As matérias até agora dão conta de que: a empregada estava trabalhando na quarentena, em meio à indicação de isolamento social, juntamente com uma manicure que se encontrava também indevidamente no apartamento, que a doméstica e sua mãe eram contratadas pela prefeitura e, para completar, ainda há um rumor de que a sinhá estaria inscrita na lista dos que podem receber auxílio emergencial. A mulher do prefeito!!!A que paga a fiança. A pior parte da lista de crimes, foi vê-la acompanhar o menino até o elevador de serviço e apertar o botão da morte. A mãe estava no térreo, o elevador social não dava na área perigosa em que o menino foi metido. Em inúmeras famílias brasileiras ainda se pode ver os filhos dos empregados da casa agindo como empregados, escravinhos das crianças da casa, dos filhos dos patrões. Aquela vida negra valia pra a madame tanto quanto não valia o menino que a mãe parava de amamentar na senzala para alimentar a boquinha da casa grande. Quem ela exclui como um saco de lixo no elevador de serviço é o mesmo que não está nos comerciais de tv como um bebê lindo, saudável. É o mesmo invisível que ela “não vê “ num calçadão de Recife ou de Ipanema. Crianças pretas abandonadas nas ruas, pra essa gente, estão ali porque mereceram. “São incapazes, está na índole.“ A nossa elite escrota, obscurantista, vingadora, hipócrita, corrupta, racista nem sempre esconde sua pior face e a exibe por exemplo, através do explicitado naquele vídeo que viralizou mostrando um morador de Alphaville, alterado, mal educado, grosseiro, descontrolado, esfregando na cara do oficial que ele ganha trezentos mil por mês contra mil daquele operário. Excelente ilustração. A esposa pediu socorro pois ele estava agressivo e ameaçador. A polícia veio, e a elite a escorraçou humilhantemente de sua porta. Não ouvi ninguém da branquitude dizer, mas que branco escroto! Mesmo merecendo, mesmo parecendo ser o caso. Da mesma maneira que os policiais que estavam em volta do crime do George Floyd são seus cúmplices, também são cúmplices da Sari Gaspar todos que pensam como ela e que são negligentes cruéis com os filhos da “criadagem.”

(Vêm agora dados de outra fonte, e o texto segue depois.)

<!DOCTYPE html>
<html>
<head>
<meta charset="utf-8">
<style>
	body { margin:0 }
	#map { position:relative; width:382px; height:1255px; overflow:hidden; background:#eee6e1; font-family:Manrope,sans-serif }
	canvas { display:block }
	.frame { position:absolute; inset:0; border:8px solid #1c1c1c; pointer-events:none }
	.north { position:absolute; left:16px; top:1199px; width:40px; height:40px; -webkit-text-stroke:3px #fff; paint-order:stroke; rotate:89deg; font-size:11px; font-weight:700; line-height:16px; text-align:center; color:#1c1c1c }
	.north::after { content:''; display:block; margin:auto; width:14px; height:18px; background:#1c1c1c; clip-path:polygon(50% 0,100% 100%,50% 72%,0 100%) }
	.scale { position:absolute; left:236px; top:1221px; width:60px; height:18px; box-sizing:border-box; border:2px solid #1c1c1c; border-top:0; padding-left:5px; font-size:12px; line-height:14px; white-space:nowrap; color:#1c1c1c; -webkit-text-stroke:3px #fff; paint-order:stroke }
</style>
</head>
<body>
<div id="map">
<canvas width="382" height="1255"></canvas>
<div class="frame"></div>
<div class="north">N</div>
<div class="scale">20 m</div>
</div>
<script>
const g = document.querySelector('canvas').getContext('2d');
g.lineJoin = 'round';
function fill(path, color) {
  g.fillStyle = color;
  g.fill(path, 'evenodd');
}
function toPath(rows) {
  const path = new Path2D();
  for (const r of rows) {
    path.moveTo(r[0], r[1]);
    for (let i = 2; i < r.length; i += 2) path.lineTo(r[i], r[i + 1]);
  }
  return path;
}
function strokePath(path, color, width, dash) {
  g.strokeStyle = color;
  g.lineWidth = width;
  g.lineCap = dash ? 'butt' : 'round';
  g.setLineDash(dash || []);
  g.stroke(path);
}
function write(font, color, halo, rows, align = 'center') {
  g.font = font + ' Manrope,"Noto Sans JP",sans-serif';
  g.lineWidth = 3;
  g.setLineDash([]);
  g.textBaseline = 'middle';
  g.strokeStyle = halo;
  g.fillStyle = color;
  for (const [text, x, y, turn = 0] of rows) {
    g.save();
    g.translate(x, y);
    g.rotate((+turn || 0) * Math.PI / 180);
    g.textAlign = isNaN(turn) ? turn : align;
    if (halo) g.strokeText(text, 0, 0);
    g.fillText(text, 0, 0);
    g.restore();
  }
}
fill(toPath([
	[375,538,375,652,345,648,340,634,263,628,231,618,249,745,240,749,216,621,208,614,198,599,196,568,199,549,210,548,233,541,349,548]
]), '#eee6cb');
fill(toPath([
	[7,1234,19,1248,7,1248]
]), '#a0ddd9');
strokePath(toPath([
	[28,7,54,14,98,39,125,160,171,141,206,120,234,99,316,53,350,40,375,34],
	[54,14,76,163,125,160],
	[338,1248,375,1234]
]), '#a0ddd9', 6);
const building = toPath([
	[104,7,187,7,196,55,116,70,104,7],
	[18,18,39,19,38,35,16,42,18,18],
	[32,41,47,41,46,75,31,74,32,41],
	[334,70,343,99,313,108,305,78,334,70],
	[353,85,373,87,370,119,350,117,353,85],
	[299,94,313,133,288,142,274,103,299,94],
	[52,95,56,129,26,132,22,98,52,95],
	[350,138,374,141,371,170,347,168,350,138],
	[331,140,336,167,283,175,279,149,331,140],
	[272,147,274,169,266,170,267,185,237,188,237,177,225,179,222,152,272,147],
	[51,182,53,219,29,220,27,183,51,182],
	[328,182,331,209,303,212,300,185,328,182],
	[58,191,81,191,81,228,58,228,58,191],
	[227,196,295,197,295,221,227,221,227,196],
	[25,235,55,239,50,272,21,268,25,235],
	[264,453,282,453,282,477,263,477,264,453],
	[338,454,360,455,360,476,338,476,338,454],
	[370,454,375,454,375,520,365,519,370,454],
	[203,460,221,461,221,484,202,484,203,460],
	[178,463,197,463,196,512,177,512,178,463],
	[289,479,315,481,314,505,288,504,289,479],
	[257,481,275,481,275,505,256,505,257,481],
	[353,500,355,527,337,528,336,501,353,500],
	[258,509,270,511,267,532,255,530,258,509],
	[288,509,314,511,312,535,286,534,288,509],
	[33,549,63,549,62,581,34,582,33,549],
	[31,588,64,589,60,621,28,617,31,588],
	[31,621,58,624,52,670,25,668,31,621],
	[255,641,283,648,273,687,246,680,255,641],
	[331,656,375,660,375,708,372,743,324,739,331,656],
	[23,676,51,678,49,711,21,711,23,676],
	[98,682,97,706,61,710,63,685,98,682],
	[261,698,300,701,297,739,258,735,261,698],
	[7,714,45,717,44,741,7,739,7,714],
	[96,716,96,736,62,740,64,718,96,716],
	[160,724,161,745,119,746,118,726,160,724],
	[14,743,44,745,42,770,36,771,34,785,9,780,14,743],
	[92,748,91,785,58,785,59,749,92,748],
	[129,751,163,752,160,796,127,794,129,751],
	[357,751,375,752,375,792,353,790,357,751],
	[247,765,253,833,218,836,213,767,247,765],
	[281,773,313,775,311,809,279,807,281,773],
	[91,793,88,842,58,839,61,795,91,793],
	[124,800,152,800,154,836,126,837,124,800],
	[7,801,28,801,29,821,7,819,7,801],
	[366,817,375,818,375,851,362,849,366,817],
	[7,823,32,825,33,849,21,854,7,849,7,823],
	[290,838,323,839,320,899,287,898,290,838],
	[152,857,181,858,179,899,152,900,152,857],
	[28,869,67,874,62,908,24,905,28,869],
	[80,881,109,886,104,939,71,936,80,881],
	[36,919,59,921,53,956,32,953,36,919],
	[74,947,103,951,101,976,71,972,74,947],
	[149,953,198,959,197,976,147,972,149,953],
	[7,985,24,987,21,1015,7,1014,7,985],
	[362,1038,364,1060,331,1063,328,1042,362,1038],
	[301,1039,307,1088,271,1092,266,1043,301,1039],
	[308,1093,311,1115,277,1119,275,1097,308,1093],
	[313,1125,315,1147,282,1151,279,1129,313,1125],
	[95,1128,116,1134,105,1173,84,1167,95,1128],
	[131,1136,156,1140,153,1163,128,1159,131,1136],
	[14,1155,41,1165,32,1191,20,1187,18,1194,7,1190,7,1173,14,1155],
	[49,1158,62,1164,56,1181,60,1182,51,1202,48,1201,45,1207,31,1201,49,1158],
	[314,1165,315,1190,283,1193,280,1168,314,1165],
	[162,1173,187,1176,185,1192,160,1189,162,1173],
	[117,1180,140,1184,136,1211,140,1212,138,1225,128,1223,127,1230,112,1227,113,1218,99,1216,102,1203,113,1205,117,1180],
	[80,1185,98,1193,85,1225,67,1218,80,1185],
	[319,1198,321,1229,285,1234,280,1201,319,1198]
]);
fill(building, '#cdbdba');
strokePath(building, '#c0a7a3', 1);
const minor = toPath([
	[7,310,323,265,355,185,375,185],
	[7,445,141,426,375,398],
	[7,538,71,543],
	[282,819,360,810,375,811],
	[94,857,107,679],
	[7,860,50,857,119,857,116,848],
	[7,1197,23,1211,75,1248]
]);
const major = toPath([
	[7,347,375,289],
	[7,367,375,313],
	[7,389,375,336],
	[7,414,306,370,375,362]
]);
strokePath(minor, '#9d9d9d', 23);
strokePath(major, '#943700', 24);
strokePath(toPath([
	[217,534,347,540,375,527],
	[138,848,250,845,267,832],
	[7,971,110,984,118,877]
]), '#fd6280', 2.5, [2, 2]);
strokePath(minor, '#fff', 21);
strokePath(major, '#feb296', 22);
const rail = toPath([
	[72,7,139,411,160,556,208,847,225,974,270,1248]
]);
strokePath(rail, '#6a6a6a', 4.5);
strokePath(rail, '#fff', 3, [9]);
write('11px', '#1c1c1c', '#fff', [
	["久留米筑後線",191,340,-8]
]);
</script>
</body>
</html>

André Rebouças, grande engenheiro e pensador do Brasil livre, propôs, através de seu “Republica Nacional”, uma distribuição de terra, uma reforma agrária exatamente como programa de pós abolição. A idéia era dar pequenas propriedades para os pretos alforriados, com o fim da escravatura. Afinal, é como ele dizia: “quem possui a terra, possui o homem.” Os antepassados de Sari Gaspar, sejam eles italianos, alemães, espanhóis, holandeses, receberam terra para trabalhar quando aqui chegaram, ao contrário dos negros do pós abolição que tinham sido sim, propriedades dos senhores e nunca teriam direito fácil a alguma território legítimo. Deu no que deu. A casa grande que sempre desprezou as leis, exibe sua ignorância homicida e paga vinte mil por tirar a vida de uma criança. Que vergonhoso e assustador negócio. Coisa que esfrega na cara da sociedade essa lança, essa indecência, coisa que se fosse ao revés, essa doméstica estaria em péssimos lençóis e sem direito à fiança até. Espero que os advogados da família do Miguel atentem para o gesto em que ela apertou o 9, com uma criança de cinco anos dentro do elevador que provavelmente não tinha costume de andar naquilo. Acredito que ela tenha dispensado a ele menos atenção e valor do que se conferiria a um filho branco de uma amiga, principalmente de sobrenome importante lá pras bandas de Pernambuco. Seu crime pra mim é doloso, sua negligência não considerou aquela vida. Ela pôs o menino em risco e perigo. Abusou do incapaz. E provocou sua morte. Já vimos aquela cena, e ela deve acontecer muito por aí. A madame desta vez deu azar porque esse é o assunto da hora e o tempo de agora é de gente fazendo protesto na porta de racista. Quem me lê corra atrás do prejuízo pois há um longo caminho a percorrer para os escravocratas. Ou se é antirracista ou se suja as mãos com sangue preto inocente. A morte de Miguel em Recife me mostra isso. Quando Sari Gaspar pôs o menino sozinho no elevador de serviço provou seu desprezo por ele, e total descaso ainda, pela antiga lei do ventre livre, de 1871, a partir da qual o filho de escravo não era escravo mais não. Avante, neo abolicionistas daqui e do mundo! Ou o antirracismo geral e atuante fará diferença substancial nesta democracia, ou então, esta democracia não será nada!